Limit Theorems for Stochastic Gradient Descent in High-Dimensional Single-Layer Networks

TL;DR

This paper analyzes the high-dimensional behavior of online stochastic gradient descent in single-layer networks, revealing phase transitions and the role of stochastic fluctuations in learning dynamics.

Contribution

It characterizes the critical scaling regime of SGD step size, showing how stochastic effects influence the phase diagram and sample complexity in high dimensions.

Findings

Below critical step size, dynamics are deterministic and ballistic.

At critical scale, a correction term alters the phase diagram.

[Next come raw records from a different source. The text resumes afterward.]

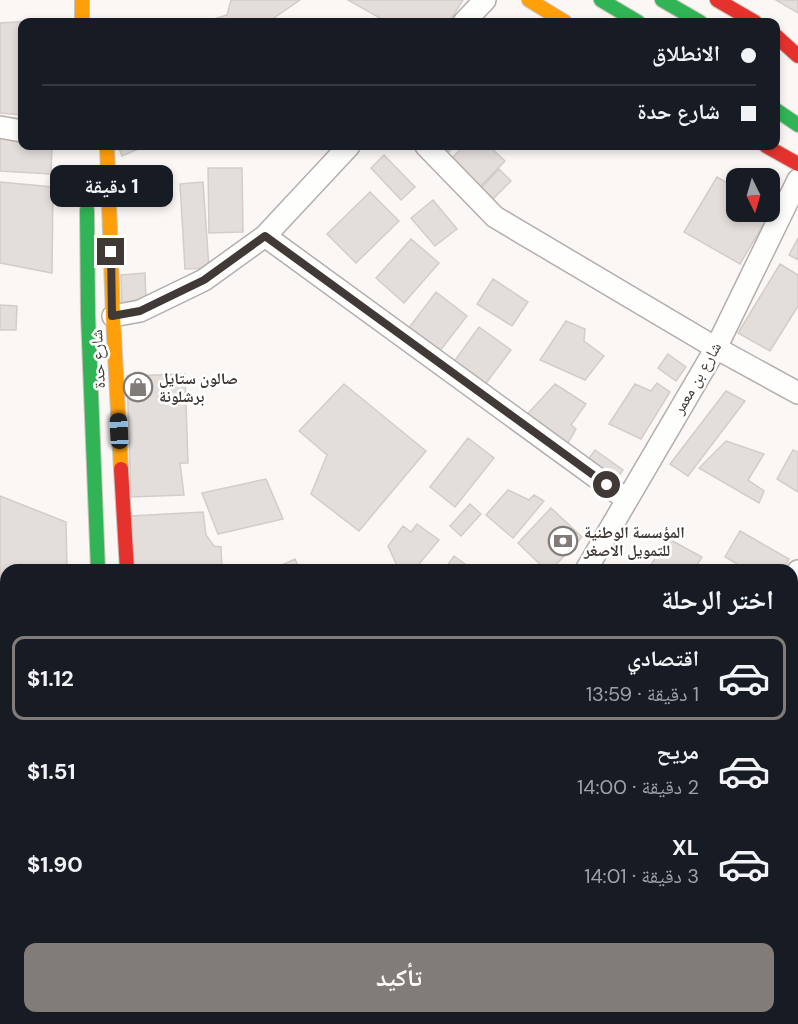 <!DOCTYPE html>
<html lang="ar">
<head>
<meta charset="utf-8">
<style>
  :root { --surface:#171b24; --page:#242831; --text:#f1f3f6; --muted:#9ea1a6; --line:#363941; --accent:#827c78 }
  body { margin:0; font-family:"DM Sans","Noto Naskh Arabic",sans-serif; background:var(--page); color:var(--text); direction:rtl; height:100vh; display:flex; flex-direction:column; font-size:22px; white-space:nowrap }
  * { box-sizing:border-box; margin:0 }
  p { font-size:20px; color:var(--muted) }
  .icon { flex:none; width:33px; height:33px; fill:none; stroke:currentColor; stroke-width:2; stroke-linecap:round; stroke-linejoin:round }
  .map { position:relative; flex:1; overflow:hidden; direction:ltr }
  .sheet { position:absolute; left:0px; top:564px; width:798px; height:460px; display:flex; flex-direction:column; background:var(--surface); border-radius:18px 18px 0 0; box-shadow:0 3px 9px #0003; direction:rtl }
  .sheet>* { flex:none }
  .banner { position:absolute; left:18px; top:18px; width:762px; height:132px; border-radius:12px; box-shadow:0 3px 9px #0003; direction:rtl; display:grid; align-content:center; height:132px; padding:0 24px; background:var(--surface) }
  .needle { width:39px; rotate:175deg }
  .fabs { position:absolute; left:726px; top:168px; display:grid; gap:12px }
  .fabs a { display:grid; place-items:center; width:54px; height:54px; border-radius:12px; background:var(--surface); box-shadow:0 3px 9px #0003; font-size:30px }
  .end { position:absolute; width:27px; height:27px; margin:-14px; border:8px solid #413935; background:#fff; box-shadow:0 0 0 3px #fff }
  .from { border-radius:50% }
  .bubble { position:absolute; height:42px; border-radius:12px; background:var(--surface); box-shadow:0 3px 9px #0003; font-size:20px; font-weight:700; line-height:42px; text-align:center; direction:rtl }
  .car { position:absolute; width:18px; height:36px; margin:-18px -9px; border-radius:8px; box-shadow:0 0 4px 2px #0007; background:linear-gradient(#222 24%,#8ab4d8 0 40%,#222 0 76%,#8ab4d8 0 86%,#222 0) }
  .banner b { display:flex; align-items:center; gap:21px; height:57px; font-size:22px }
  .banner b+b { border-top:2px solid var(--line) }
  .banner i { width:15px; height:15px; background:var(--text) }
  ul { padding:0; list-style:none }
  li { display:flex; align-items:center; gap:18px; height:84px; margin:0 12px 9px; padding:0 12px; border:3px solid transparent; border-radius:12px }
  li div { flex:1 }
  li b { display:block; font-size:22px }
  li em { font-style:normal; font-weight:700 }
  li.on { border-color:var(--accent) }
  li>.icon { width:54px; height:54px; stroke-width:1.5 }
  h2 { padding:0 24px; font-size:27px; line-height:72px }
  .primary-button { display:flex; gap:12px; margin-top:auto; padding:12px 24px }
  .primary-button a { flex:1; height:69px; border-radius:12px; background:var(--accent); color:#fff; font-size:24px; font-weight:700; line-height:69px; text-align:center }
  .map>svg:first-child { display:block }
  .building { fill:#e4deda; stroke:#d2cdca; stroke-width:1.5 }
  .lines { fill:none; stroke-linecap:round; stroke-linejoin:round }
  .street-casing { stroke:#b4aeab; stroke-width:24 }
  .fast-casing { stroke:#cdc4be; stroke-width:16 }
  .slow-casing { stroke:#cdc4be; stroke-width:16 }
  .jam-casing { stroke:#cdc4be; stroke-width:16 }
  .street { stroke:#fefefd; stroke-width:21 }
  .fast { stroke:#30b455; stroke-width:14 }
  .slow { stroke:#ff9f0a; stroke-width:14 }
  .jam { stroke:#e5322d; stroke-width:14 }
  .route { stroke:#413935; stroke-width:8 }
  .labels { text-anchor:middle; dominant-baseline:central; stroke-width:5; stroke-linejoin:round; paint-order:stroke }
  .street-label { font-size:16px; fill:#413935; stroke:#fff }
  .poi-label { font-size:16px; font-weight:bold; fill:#413935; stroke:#fff; text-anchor:start }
</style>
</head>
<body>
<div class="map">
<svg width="798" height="1024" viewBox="0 0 798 1024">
  <rect width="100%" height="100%" fill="#fbf7f4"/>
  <path class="building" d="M231,0h69l-32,22h-64l23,-7z
    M348,0h115l-14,22h-62z
    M776,0h22v13z
    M49,20v2h-27v93l-22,-2v-90z
    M0,117l22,2v27h30l-1,28 -51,-3z
    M118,146h27l-23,10z
    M435,146h19l-8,9z
    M464,146h25l16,15 -28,29 -29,-28z
    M384,155l31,32 -14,13 -30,-32z
    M208,168h34l1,64 -34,1z
    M499,169l12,12 -23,23 -12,-11z
    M717,177l19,11v24h34v-5l3,1 -33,56 -56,-32z
    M0,182l53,5 -1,86 -52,-10z
    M203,182l6,86 -24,1 -5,-85z
    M370,192l29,29 -43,42 -29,-29z
    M433,200l24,29 -22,17 -24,-28z
    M798,238v22l-9,-5z
    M411,239l28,24 -35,40 -28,-25z
    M780,264l18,11v31l-28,45 -32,-18z
    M145,273l1,30 -24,2 -1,-30z
    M493,279l35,23 -16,24 -35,-22z
    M436,292l31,24 -31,40 -31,-23z
    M0,305l17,1 -1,24h-16z
    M566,321l19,8 -1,12 20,15 -19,24 -45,-20z
    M479,327l32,23 -27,36 -31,-23z
    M668,354l18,13 -10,14 -18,-13z
    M185,374l3,89h-8l4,32 -53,2 -4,-121z
    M657,383l13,9 -29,47 -32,-15 26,-40 16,7z
    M344,384l82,67 -67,80 -48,-37 16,-39 -28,-24z
    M555,384l31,20 -15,21 5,4 -8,14 7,8 -53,-31z
    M726,391l19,10 -57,75 -18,-12z
    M468,438l26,20 -39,49 -25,-20z
    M726,441l38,13 -16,26 16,11 -5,12 -60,-35z
    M595,450l28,20 -17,25 -29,-20z
    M793,450l5,2v40l-21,-13z
    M266,479l17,40 -65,15 -16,-41z
    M508,490l21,10 5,-5 10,6 -31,37 -27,-23z
    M0,496l66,26 1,48h-61v35l-6,-2z
    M470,504l11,10 -20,22 -11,-10z
    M551,508l31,29 -31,33h-5l-28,-27z
    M203,512l3,23 8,11 7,1 1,23h-88l-3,-54z
    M417,524l22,16 -25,30h-15l-11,-24 15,-20 8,6z
    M740,531l49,28 -6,11h-35l-23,-13z
    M667,538l35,19 -8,13h-46z
    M454,556l19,14h-29z
    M295,559l5,11h-29z
    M0,630h6v41l-6,-1z
    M792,749l6,5v47l-6,8z
    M0,863h6v32l-6,1z
    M792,911l6,3v12l-6,11z
    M145,1018h52l1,5 -52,1z
    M332,1018h40v6h-40z"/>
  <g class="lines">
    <g class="street-casing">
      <path id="street" d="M464,22l21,-22
        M0,127l22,4
        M426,146l69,71 221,131 82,45
        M265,236l361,263
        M113,316l27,-5 64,-31 61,-44 84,-90
        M586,570l130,-222 82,-168
        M792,581l6,-10
        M792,851l6,3
        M792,942l6,-12
        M412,1018l1,6
        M603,1018v6
        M765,1018v6"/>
    </g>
    <g class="fast-casing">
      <path id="fast" d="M601,0l37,22
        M662,0l38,22
        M776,110l22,15
        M87,210l1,105 10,255
        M140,1018v6"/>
    </g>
    <g class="slow-casing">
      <path id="slow" d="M82,0v22
        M529,0l36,22
        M107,146l6,170 8,153"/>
    </g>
    <g class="jam-casing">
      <path id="jam" d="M717,0l38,22
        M776,36l22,20
        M766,146l32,18
        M121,469l6,101
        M112,1018l1,6"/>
    </g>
    <use href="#street" class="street"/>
    <use href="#fast" class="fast"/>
    <use href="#slow" class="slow"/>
    <use href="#jam" class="jam"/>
  </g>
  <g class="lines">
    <path class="route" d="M111,252l1,64 28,-5 64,-31 61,-44 342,249"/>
  </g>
  <defs>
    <g id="shop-ring" transform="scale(1.5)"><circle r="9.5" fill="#fff" stroke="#827c78" stroke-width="1.5"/><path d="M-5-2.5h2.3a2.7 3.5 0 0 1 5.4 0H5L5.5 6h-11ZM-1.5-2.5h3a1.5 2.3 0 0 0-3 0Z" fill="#827c78"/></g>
    <g id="bank-ring" transform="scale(1.5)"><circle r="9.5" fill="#fff" stroke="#827c78" stroke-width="1.5"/><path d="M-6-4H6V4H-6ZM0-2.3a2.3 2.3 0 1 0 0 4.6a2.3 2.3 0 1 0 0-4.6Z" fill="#827c78"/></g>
  </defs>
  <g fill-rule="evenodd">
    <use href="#shop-ring" x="138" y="387"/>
    <use href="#bank-ring" x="563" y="541"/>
  </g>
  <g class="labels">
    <g class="street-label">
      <text transform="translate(98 359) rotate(-93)">شارع حدة</text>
      <text transform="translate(697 378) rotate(-60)">شارع بن معمر</text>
    </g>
    <g class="poi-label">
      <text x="159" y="378">صالون ستايل<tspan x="159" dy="18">برشلونة</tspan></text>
      <text x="584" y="532">المؤسسة الوطنية<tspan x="584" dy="18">للتمويل الاصغر</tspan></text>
    </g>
  </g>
</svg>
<div class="fabs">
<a><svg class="needle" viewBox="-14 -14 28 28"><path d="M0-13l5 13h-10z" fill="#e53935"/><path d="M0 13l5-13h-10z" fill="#9ea1a6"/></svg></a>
</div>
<i class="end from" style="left:607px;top:485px"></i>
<i class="end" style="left:111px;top:252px"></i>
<div class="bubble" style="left:50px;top:165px;width:123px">1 دقيقة</div>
<i class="car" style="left:119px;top:431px;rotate:357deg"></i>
<div class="banner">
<b><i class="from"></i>الانطلاق</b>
<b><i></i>شارع حدة</b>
</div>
<section class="sheet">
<h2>اختر الرحلة</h2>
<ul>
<li class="on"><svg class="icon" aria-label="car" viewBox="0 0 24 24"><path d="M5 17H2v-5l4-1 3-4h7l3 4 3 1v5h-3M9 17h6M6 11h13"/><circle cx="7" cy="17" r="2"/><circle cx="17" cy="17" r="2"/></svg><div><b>اقتصادي</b><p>1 دقيقة · 13:59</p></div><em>$1.12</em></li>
<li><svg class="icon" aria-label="car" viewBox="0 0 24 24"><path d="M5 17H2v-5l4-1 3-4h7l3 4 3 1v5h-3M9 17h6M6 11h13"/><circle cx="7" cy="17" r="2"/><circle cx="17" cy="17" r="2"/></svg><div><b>مريح</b><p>2 دقيقة · 14:00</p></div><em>$1.51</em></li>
<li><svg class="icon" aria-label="car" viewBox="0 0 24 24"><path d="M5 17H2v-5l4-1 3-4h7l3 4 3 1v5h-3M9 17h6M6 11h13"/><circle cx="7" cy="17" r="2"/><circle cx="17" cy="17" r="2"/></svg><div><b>XL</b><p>3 دقيقة · 14:01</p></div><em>$1.90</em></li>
</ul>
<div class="primary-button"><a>تأكيد</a></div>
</section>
</div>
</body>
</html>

Near fixed points, dynamics approximate an Ornstein-Uhlenbeck process.

Abstract

This paper studies the high-dimensional scaling limits of online stochastic gradient descent (SGD). Building on the recent work of Ben Arous, Gheissari, and Jagannath on the effective dynamics of SGD, we study the critical scaling regime of the step size for single-layer networks. Below this critical regime, the effective dynamics are governed by deterministic (ballistic) limits, whereas at the critical scale, a new correction term emerges that changes the phase diagram. In this regime, near fixed points, the corresponding diffusive (SDE) limits of the effective dynamics reduce to an Ornstein-Uhlenbeck process under certain conditions. These results highlight how the information exponent controls sample complexity and illustrate the limitations of deterministic scaling limits in capturing stochastic fluctuations in high-dimensional learning dynamics.